Third, large datasets enable researchers to detect small differences. In fact, much of the focus on big data in industry is about these small differences: reliably detecting the difference between 1% and 1.1% click-through rates on an ad can translate into millions of dollars in extra revenue. In some scientific settings, such small differences might not be particular important (even if they are statistically significant). But, in some policy settings, such small differences can become important when viewed in aggregate. For example, if there are two public health interventions and one is slightly more effective than the other, then switching to the more effective intervention could end up saving thousands of additional lives.
Finally, large data sets greatly increase our ability to make causal estimates from observational data. Although large datasets don’t fundamentally change the problems with making causal inference from observational data, matching and natural experiments—two techniques that researchers have developed for making causal claims from observational data—both greatly benefit from large datasets. I’ll explain and illustrate this claim in greater detail later in this chapter when I describe research strategies.

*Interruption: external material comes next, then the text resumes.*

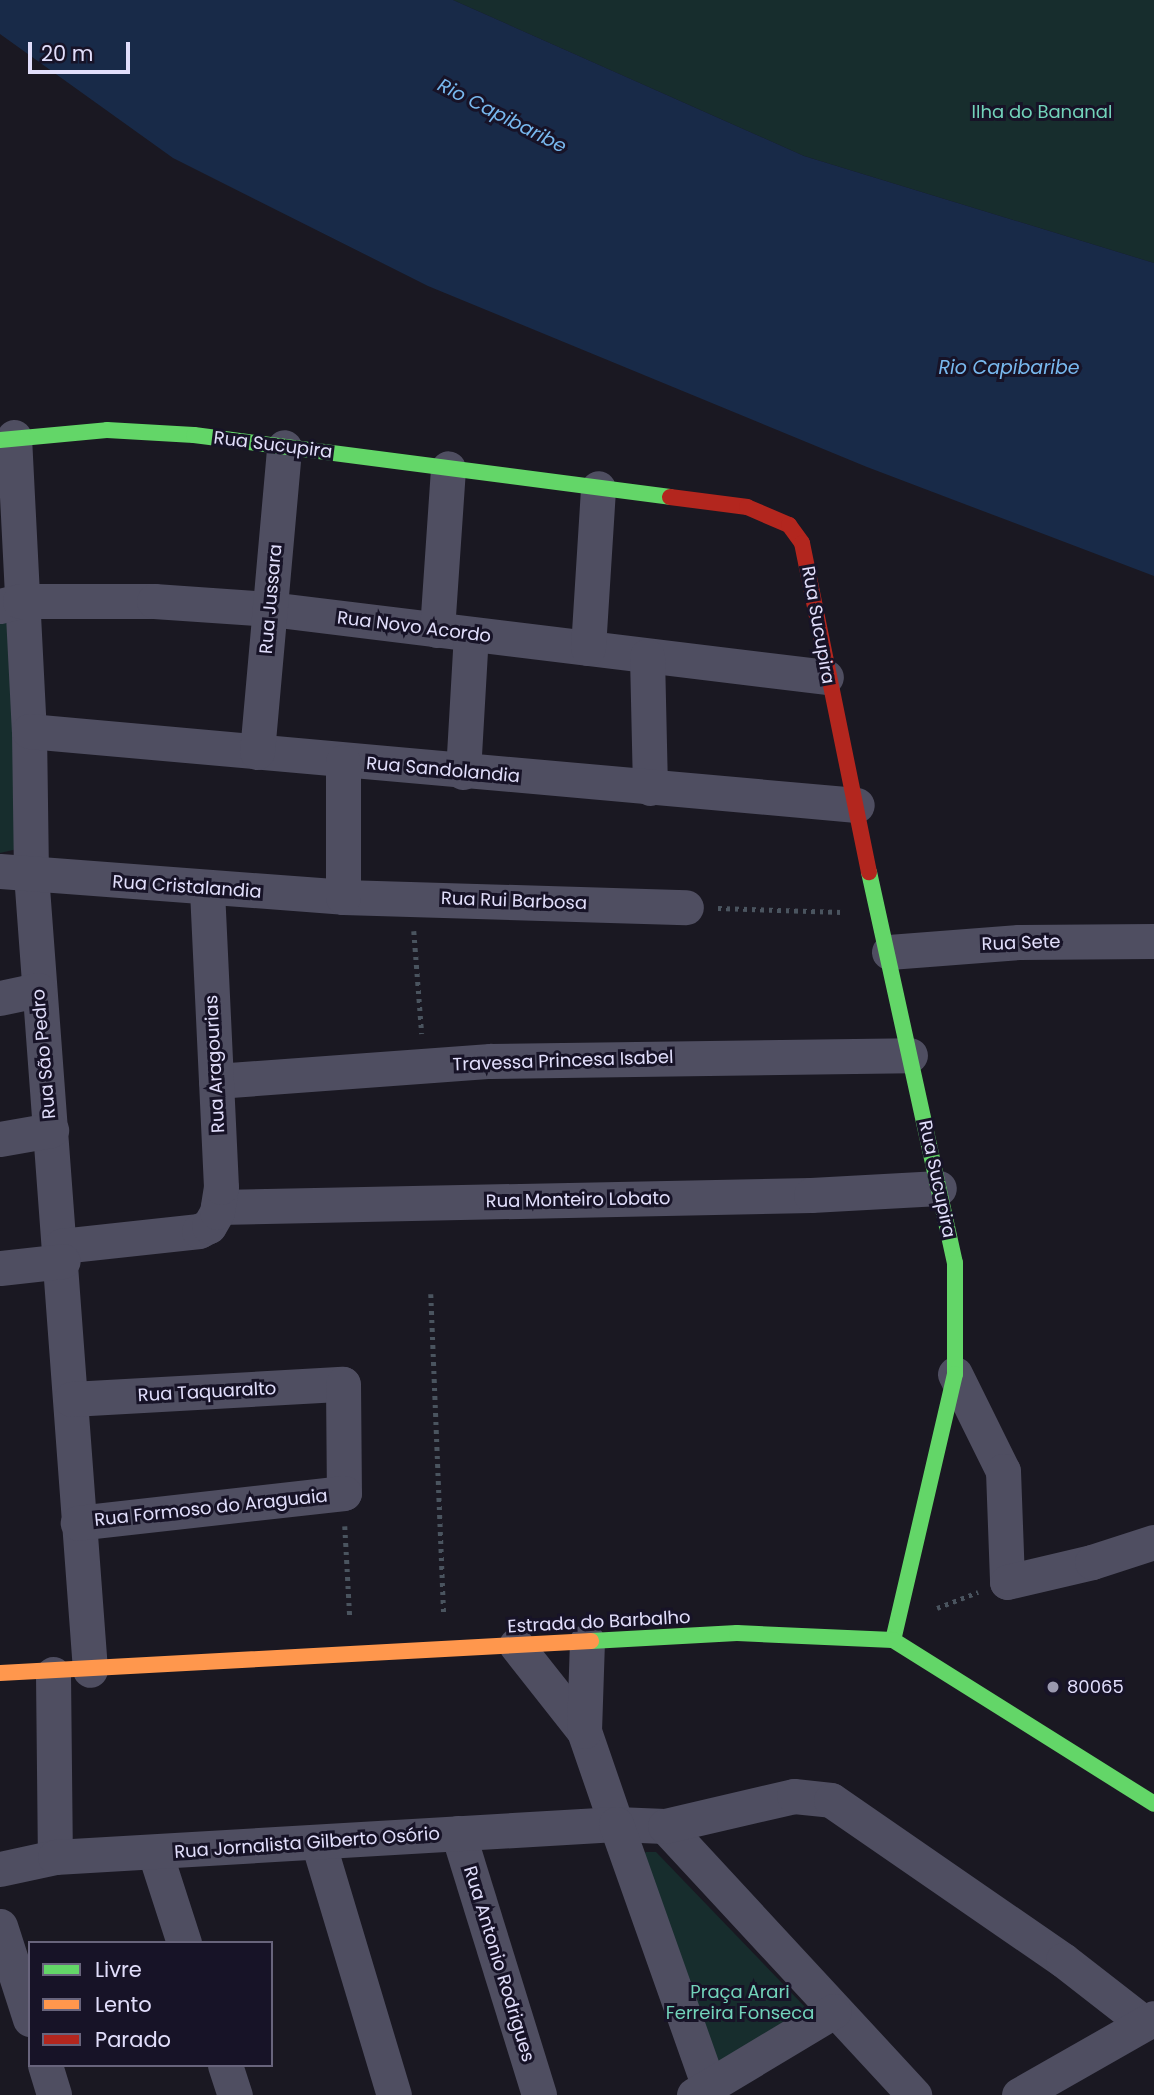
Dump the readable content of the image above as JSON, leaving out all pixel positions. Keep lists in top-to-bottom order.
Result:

Although bigness is generally a good property when used correctly, I’ve noticed that bigness commonly leads to a conceptual error. For some reason, bigness seems to lead researchers to ignore how their data was generated. While bigness does reduce the need to worry about random error, it actually increases the need to worry about systematic errors, the kinds of errors that I’ll describe in more below that arise from biases in how data are created and collected. In a small dataset, both random error and systematic error can be important, but in a large dataset random error is can be averaged away and systematic error dominates. Researchers who don’t think about systematic error will end up using their large datasets to get a precise estimate of the wrong thing; they will be precisely inaccurate (McFarland and McFarland 2015).